- TASK GOAL -
Wherever the listing has a line with the string "Annotation", copy that line out.

- TASK INPUT -
--

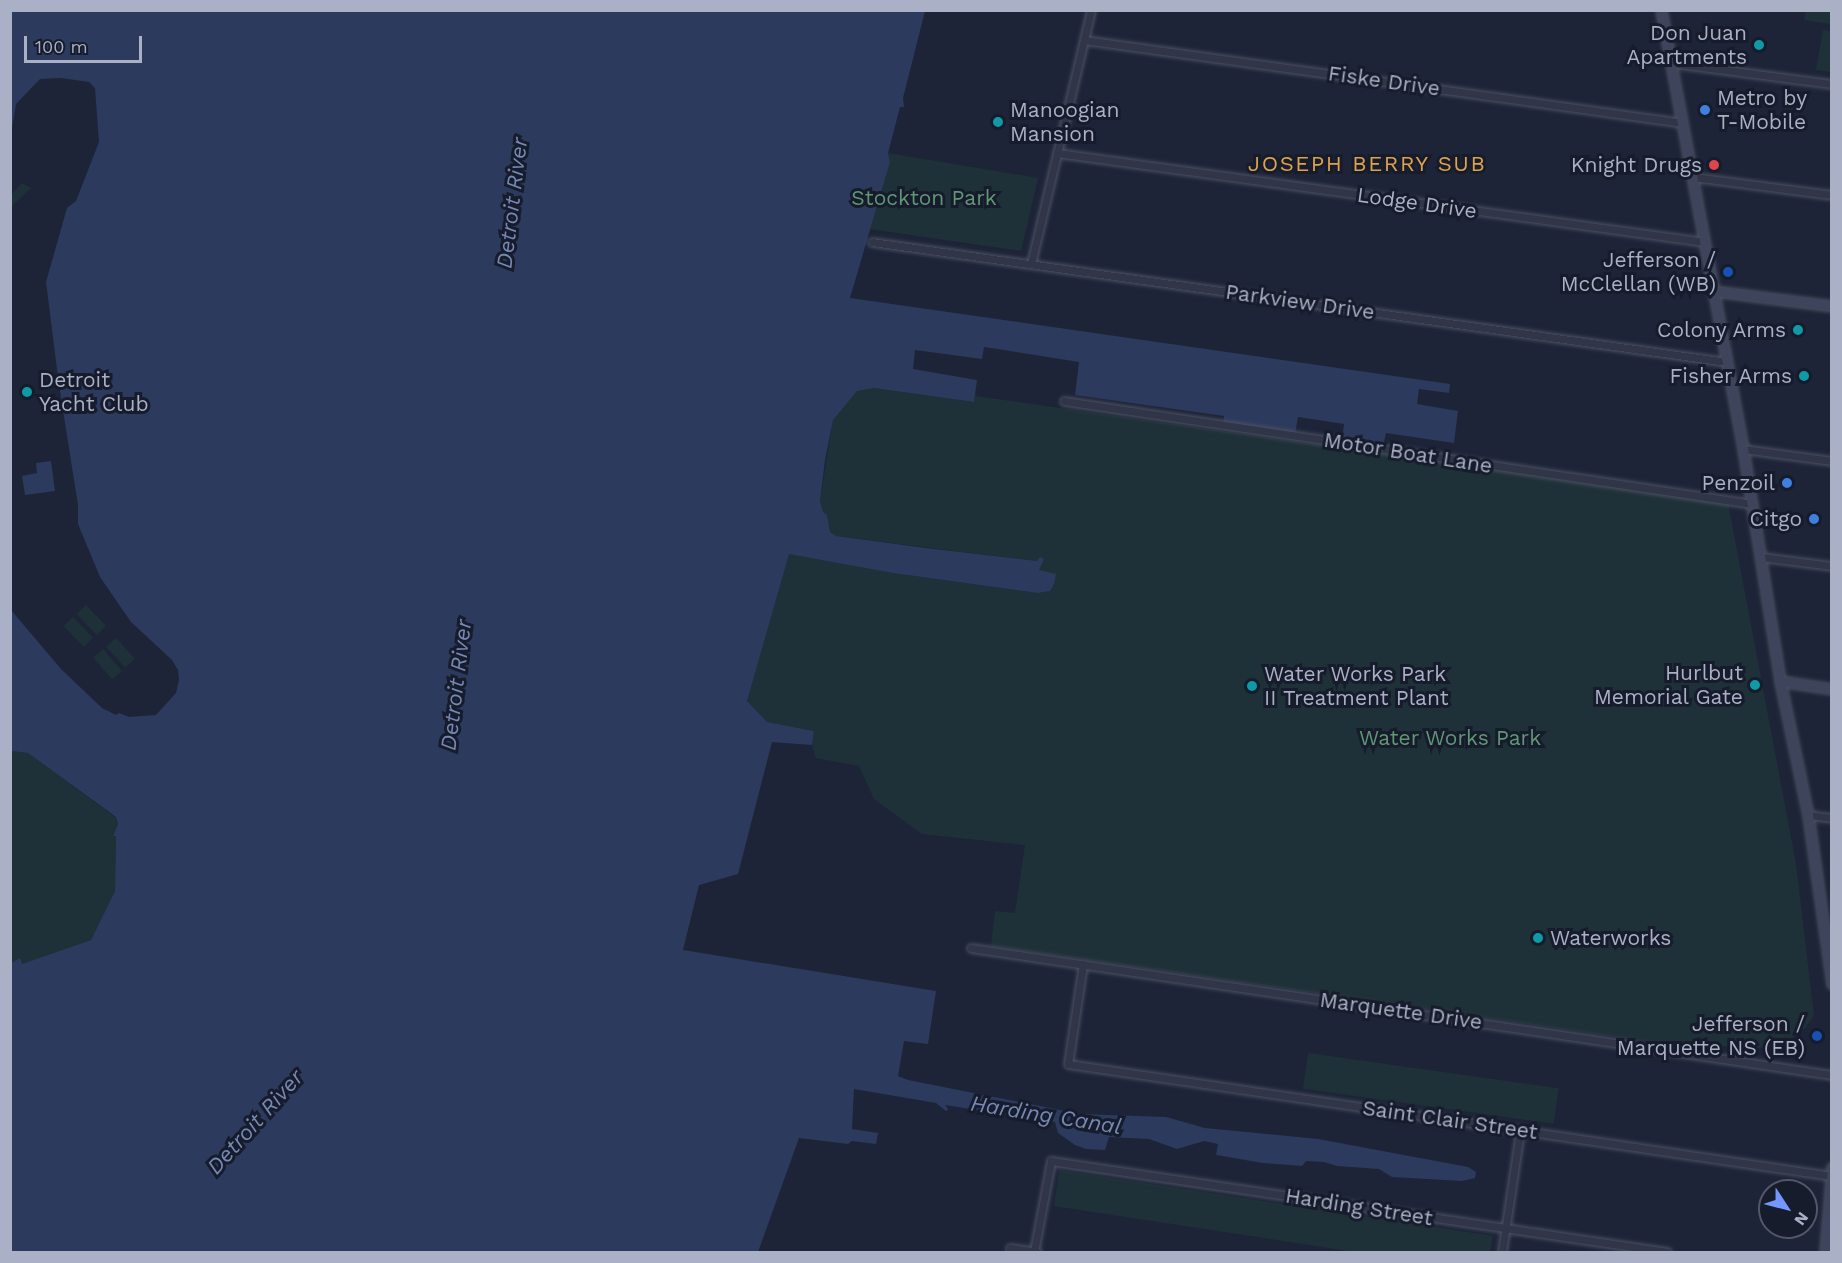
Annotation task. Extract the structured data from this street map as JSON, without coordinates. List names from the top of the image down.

--

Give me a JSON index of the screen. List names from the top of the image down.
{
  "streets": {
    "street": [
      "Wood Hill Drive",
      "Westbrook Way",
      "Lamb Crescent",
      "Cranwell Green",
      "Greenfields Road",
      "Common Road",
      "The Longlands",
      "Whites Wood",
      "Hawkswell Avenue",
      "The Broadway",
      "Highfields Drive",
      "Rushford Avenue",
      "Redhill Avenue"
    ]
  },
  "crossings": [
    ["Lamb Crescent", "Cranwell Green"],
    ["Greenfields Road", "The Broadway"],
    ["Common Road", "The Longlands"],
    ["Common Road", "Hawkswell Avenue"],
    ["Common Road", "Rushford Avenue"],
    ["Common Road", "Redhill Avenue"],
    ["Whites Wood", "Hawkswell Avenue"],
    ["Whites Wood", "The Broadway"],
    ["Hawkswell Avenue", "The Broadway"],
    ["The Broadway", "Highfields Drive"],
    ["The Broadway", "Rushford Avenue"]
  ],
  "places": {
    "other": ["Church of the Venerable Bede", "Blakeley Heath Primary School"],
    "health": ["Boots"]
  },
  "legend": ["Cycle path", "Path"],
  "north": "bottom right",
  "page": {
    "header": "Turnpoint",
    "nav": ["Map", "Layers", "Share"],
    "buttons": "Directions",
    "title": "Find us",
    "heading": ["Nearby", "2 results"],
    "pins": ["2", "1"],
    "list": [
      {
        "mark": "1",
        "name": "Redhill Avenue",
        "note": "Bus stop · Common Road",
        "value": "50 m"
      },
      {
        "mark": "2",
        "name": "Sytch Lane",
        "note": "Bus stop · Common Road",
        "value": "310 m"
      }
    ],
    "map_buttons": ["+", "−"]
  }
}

--

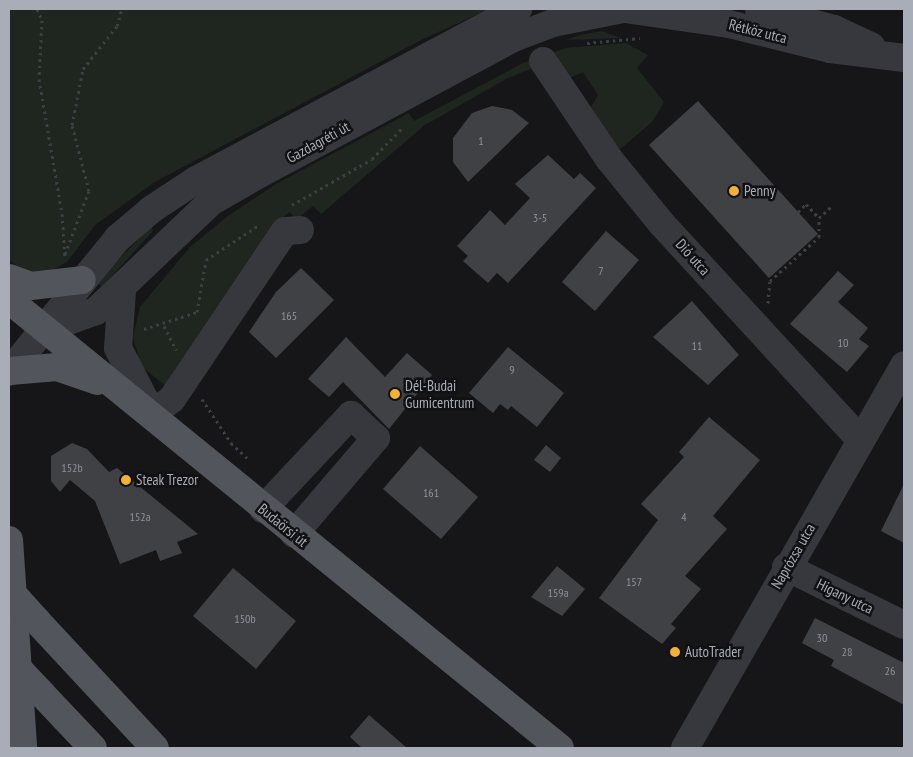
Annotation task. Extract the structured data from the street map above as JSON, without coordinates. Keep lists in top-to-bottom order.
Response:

--

- ANSWER TO THIS EXERCISE -
Annotation task. Extract the structured data from this street map as JSON, without coordinates. List names from the top of the image down.
Annotation task. Extract the structured data from the street map above as JSON, without coordinates. Keep lists in top-to-bottom order.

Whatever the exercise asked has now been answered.